Fig. 1 My Google search History – last 24 hours.
Responding to an activity in the Future Learn open, MOOC from Web Sciences and the University of Southampton.
I use an iPhone, iPad, iMac and mini Mac. Nuts I know, but rotate or mix between them all across 24 hours depending where I am.
Due to current family hiatus something is always on so that whether it is a text message, Facebook message or email I can respond. Births, marriages and death are real and current reasons to feel that the private tendrils of connectivity are vital and vibrant, indeed with immediate family ages 6 to 87 all but a couple probably have a smart device in their pocket or at their fingertips as I type. Locations: all four corners of the UK, Cape Town, California and New Zealand. Sharing this and other FutureLearn programmes with some of them (10 nephews and nieces, three siblings, in-laws, step-parents and cousins).
What kind of sites do you visit most?
In the last 24 hours I have found, researched, priced and purchased a car. Vital as for family reasons we are going to be spending a good deal of time split between more than one household – not far in global terms or even for many living say in North America, but 137 miles with the M25 in between is a distance that can either take 2 ½ hours to cover of 4 or 5 hours.
Two days ago I posted a ‘Tutor Marked Assignment’ to the Open University module I am doing, aptly called The networked practitioner.
With that deadline met I have space to do other things. This includes, and it is not recognised here, is a regular two to three hours reading and note taking for a Masters degree in History. This traditional distance course is all books, reading and a monthly face-to-face day of lectures, seminars and tutorial – not having any, or much, online existence it is in e-learning and in 21st century terms ‘dead in the digital ocean of Web 2.0 learning’.

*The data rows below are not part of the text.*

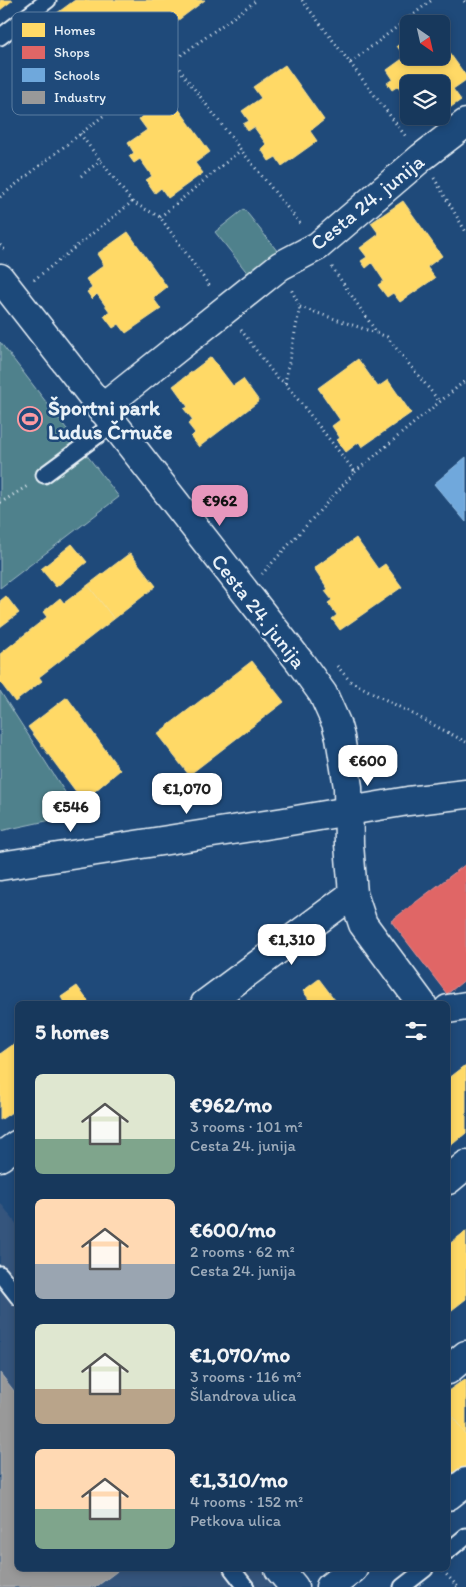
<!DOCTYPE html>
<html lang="en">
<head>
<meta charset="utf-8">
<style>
  :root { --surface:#17385c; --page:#244365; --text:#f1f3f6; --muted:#9eacbb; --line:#365272; --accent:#e797bd }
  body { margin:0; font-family:Itim,sans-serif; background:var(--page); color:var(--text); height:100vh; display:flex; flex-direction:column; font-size:19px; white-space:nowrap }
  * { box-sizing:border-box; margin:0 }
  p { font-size:16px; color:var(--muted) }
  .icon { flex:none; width:28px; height:28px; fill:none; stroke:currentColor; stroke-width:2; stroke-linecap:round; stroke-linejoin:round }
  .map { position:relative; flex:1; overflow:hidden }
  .sheet { position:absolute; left:15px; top:1001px; width:435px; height:570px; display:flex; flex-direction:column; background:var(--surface); border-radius:8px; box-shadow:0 2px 8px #0003,0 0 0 1px var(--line) }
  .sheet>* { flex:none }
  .needle { width:32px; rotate:146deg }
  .buttons { position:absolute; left:400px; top:15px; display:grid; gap:10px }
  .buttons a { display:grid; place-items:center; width:50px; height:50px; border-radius:8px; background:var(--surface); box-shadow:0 2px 8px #0003,0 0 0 1px var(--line); font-size:25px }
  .price { position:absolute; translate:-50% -42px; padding:0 11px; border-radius:10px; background:#fff; color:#222; font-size:16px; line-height:32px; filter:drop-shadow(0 1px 2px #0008) }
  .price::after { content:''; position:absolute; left:50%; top:30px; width:15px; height:11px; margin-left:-8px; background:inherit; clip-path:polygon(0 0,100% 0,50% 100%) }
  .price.selected { background:var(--accent); color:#111 }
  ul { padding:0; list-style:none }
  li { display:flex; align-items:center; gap:15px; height:125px; padding:0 20px }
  li span { display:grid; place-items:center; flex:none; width:140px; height:100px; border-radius:8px; color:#555 }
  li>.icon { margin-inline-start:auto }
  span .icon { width:60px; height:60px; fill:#fffc; stroke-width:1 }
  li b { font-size:21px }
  h2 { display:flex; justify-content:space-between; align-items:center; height:60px; padding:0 20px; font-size:21px }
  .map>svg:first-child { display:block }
</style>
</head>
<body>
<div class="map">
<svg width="466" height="1587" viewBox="0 0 466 1587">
  <rect width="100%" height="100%" fill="#1f4a7a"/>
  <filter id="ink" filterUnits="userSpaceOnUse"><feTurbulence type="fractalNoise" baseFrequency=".02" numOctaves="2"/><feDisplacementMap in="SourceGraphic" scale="10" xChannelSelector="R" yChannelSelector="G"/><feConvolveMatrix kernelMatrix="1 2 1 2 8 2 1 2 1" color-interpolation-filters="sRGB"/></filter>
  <g filter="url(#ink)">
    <!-- built -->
    <path fill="#34557d" d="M0 1202 18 1226V1569H261L275 1587H0Z"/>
    <!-- green -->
    <g fill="#50818c" stroke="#9cb9c2">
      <path d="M244 209 278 252 249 275 215 232Z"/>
      <path d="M0 342 119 497 0 588Z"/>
      <path d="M0 691 79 814 0 831Z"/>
    </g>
    <!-- homes -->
    <g fill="#ffd966" stroke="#f8e092">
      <path d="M0 0H13L0 10Z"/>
      <path d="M75 0H205L85 90 38 27Z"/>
      <path d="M409 38V56H441V41L466 76V80L453 89 461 100 441 114V84H409V101L398 86 392 90 387 83 393 79 387 70 405 57 397 46Z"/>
      <path d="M285 65 324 120 310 131 317 141 282 166 276 157 269 161 261 149 266 144 254 127 248 131 243 124 249 121 242 111 261 98 253 87Z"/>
      <path d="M170 97 210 152 195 163 203 173 168 198 161 188 155 193 146 180 152 176 140 159 134 163 129 156 134 153 128 143 147 130 139 119Z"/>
      <path d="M420 116H438L426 124Z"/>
      <path d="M403 201 442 256 427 267 435 278 400 302 393 293 387 297 378 285 384 281 372 263 366 268 361 261 367 257 360 248 379 234 371 223Z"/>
      <path d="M128 232 167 287 153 298 161 309 126 333 119 324 113 328 104 316 110 312 97 294 92 299 87 292 92 288 86 279 104 265 97 254Z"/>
      <path d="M211 357 233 386 243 379 259 401 199 447 191 437 195 433 188 424 193 420 184 409 188 407 173 386Z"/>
      <path d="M358 359 378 387 388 380 411 413 362 447 359 442 346 452 337 440 340 438 332 426 340 420 318 388Z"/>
      <path d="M356 538 378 569 385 564 402 587 340 630 332 619 337 615 328 603 332 600 325 591 328 589 314 568Z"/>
      <path d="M72 544 87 562 56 587 41 569Z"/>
      <path d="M130 553 156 586 114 619 88 585Z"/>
      <path d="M88 585 114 619 39 677 42 681 15 702 0 682V654L47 617 43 612 60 598 64 603Z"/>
      <path d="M6 596 19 613 0 627V601Z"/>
      <path d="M252 661 284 702 189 775 157 734Z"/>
      <path d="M67 697 120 770 83 801 28 727Z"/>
      <path d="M319 979 338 1004H303L309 999 303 991Z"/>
      <path d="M77 986 90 1004H65L61 997Z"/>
      <path d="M18 1041V1108L0 1120V1054Z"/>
      <path d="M466 1065V1133L448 1148V1079Z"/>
      <path d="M466 1231V1299L448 1313V1245Z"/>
      <path d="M465 1379 466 1380V1435L448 1410V1391Z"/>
      <path d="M451 1415 466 1435V1468L450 1480 448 1477V1418Z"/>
    </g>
    <!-- shops -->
    <path fill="#e06666" stroke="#e29092" d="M466 864V979L447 994 391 921Z"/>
    <!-- schools -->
    <path fill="#6fa8dc" stroke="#93bee4" d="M466 457V522L434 484Z"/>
    <!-- industry -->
    <path fill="#999" stroke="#b1b3b6" d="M0 1373 18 1396V1569H120L96 1587H0Z"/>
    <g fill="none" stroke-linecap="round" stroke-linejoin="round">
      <defs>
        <g id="service">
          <path d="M0 37 48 0"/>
          <path d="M44 475 113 424"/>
          <path d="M0 1274 18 1297"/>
          <path d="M448 1551 466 1536"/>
          <path d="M232 1569 246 1587"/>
          <path d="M402 1587 425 1569"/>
        </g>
        <g id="minor">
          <path d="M0 278 300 662 323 694 336 723 340 737 348 787 349 844 353 894 363 924 422 1004"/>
          <path d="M101 409 280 266 318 246 422 157 466 123"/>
          <path d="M205 1004 353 894"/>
          <path d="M448 1009 466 1006"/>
          <path d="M0 1157 18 1144"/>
          <path d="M448 1180 466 1165"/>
          <path d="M448 1370 466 1355"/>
          <path d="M448 1496 466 1482"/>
          <path d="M279 1569 294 1587"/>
          <path d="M330 1587 353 1569"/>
        </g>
        <path id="tertiary" d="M0 866 284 822 408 801 466 794"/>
      </defs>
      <!-- service casing -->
      <use href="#service" stroke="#e8f1f8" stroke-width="19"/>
      <!-- minor casing -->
      <use href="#minor" stroke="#e8f1f8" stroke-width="31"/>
      <!-- tertiary casing -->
      <use href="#tertiary" stroke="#e8f1f8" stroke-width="31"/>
      <!-- path -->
      <g stroke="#e8f1f8" stroke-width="3" stroke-dasharray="1 4" stroke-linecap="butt">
        <path d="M302 0 350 63 432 0"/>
        <path d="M464 1 466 3"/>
        <path d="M173 61 241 150 302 226"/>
        <path d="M350 63 407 138"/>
        <path d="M81 176 101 160"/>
        <path d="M434 178 466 232"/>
        <path d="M0 197 173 61 257 0"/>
        <path d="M132 202 160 217 211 288"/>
        <path d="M160 217 241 150"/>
        <path d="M0 245 7 252"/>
        <path d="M332 267 377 333 387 337 439 401"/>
        <path d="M34 280 132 202 80 134"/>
        <path d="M300 307 376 333"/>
        <path d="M241 330 276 377 285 383 355 472 262 574"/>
        <path d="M285 383 300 307 291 289"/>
        <path d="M355 472 466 380"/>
        <path d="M0 503 29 485"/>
        <path d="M337 666 350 681 466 742"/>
        <path d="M443 1571 458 1587"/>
      </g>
      <!-- service -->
      <use href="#service" stroke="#1f4a7a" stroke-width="15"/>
      <!-- minor -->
      <use href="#minor" stroke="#1f4a7a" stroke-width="28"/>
      <!-- tertiary -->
      <use href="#tertiary" stroke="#1f4a7a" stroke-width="28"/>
    </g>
  </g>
  <!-- icons -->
  <defs>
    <symbol id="stadium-ring" viewBox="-11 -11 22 22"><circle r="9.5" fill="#1f4a7a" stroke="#ff9aa2" stroke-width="1.5"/><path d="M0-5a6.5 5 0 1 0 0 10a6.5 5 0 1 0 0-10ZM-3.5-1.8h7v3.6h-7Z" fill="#ff9aa2"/></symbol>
  </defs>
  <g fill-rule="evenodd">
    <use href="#stadium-ring" x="16" y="405" width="28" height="28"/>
  </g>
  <g text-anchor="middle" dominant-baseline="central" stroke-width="5" stroke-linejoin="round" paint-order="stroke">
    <!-- street labels -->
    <g font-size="21" fill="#e8f1f8" stroke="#1f4a7a">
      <text transform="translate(367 202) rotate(-39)">Cesta 24. junija</text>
      <text transform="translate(259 611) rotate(52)">Cesta 24. junija</text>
    </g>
    <!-- poi labels -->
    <g font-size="21" font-weight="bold" fill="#e8f1f8" stroke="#1f4a7a" text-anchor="start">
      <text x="48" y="407">Športni park<tspan x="48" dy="24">Ludus Črnuče</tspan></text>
    </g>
  </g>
  <!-- legend -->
  <rect x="12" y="12" width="166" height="103" rx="8" fill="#1f4a7a" stroke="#5b7ca0" stroke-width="1"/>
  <rect x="22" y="23" width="23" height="14" fill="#ffd966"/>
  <rect x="22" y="46" width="23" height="13" fill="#e06666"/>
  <rect x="22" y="68" width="23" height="14" fill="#6fa8dc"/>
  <rect x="22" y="91" width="23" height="13" fill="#999"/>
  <g font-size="14" fill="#e8f1f8">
    <text x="54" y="35">Homes</text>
    <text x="54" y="57">Shops</text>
    <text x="54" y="80">Schools</text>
    <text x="54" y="102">Industry</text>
  </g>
</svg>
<div class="buttons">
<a><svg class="needle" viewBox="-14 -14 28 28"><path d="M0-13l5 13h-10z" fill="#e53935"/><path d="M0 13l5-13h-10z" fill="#9eacbb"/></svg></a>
<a><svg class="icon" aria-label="layers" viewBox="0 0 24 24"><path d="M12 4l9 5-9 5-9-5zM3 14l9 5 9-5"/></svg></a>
</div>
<b class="price selected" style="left:220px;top:527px">€962</b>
<b class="price" style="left:368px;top:787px">€600</b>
<b class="price" style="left:187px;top:815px">€1,070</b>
<b class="price" style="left:71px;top:833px">€546</b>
<b class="price" style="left:292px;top:966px">€1,310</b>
<section class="sheet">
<h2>5 homes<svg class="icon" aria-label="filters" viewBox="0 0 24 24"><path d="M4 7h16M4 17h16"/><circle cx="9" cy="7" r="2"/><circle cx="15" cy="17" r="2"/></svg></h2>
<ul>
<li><span style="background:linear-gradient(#dfe7d0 65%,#7fa58c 0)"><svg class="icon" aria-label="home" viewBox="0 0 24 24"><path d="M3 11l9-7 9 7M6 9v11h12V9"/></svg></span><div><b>€962/mo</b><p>3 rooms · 101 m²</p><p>Cesta 24. junija</p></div></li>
<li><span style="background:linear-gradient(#ffd9b3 65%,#9aa5b1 0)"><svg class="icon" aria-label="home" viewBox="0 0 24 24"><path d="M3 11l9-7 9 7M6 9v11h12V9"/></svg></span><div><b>€600/mo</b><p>2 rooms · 62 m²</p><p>Cesta 24. junija</p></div></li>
<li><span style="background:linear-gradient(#dfe7d0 65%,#b9a48a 0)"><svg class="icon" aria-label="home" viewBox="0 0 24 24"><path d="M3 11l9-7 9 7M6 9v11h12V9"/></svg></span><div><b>€1,070/mo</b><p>3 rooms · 116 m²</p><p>Šlandrova ulica</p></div></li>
<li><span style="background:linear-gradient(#ffd9b3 60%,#7fa58c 0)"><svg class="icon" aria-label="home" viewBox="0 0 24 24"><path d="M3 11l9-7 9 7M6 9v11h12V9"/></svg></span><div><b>€1,310/mo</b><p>4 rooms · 152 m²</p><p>Petkova ulica</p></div></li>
</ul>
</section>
</div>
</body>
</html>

I have blogged since 1999 and in WordPress since 2007. The blog is many things: an e-portfolio, a niche social network, a platform for my current and sometimes considered thinking on a range of topics which currently include, in a blog each: e-learning, and the First World War – with previous content on creative writing, parenting, swim coaching – even books of condolences when a colleague has passed away, and ditto for my own parents.
What kinds of service do they provide you?
This snapshot shows how I use Which? online to make a purchase decision, then use online banking to manage funds, and to check and purchase, in this case, car insurance. I blog niche topics, no longer a journal as such though I kept a diary for a couple of decades. If I took that up again it would be forever ink on paper to avoid the risk of content being stored and thus made available to anyone forever. I live online, learning online but also active in social network, more professionally in LinkedIn groups, less so in Google hangouts and strictly for immediate family and friends on Facebook.
Recently, having been an e-learning evangelist and purist I am happily returning to reading books and taking notes – though my preference is to have the eBook for all the tricks and habits I have developed highlighting, grabbing, bookmarking, sharing and noting stuff as I read. I will photo printed pages to mash-up and annotate rather than mark the printed page.
What interests of yours and what areas of your life is the Web involved in, or not involved in?
Over a decade ago a small band of us debated privacy and presence online and opted for considerable exposure – in those innocent days testing the water of spilling the contents of our brains to each other, to strangers, felt revolutionary and ahead of the curve. Though this ‘behaviour’ has changed I continue to blog continuously, and to join in multiple forums as my approach to learning, like language learning, is to immerse yourself in it. Given a background in TV and video production my ‘moving image’ pressence has been limited to excerpts from professional work. I feel I will be embracing DIY production once more iminently – a tough adjustment as I came through the production ranks nearly three decades ago learning the practicalities of video shooting and editing and coming to rely on others to do this rather than as I did in the earliest part of my career doing it all myself. We live in a DIY ‘user generated’ culture were authenticity means you shot and edited the content yourself. All that I need to refresh or learn can be found online, much of it for free.
Academically I am venturing towards academia as an observer of how others behave because of what the Web affords, though my inclination as a ‘doer’ and participant might simply see my blogging turning into a broadcast – I have a drama-reconstruction project related to the First World War ‘in development’.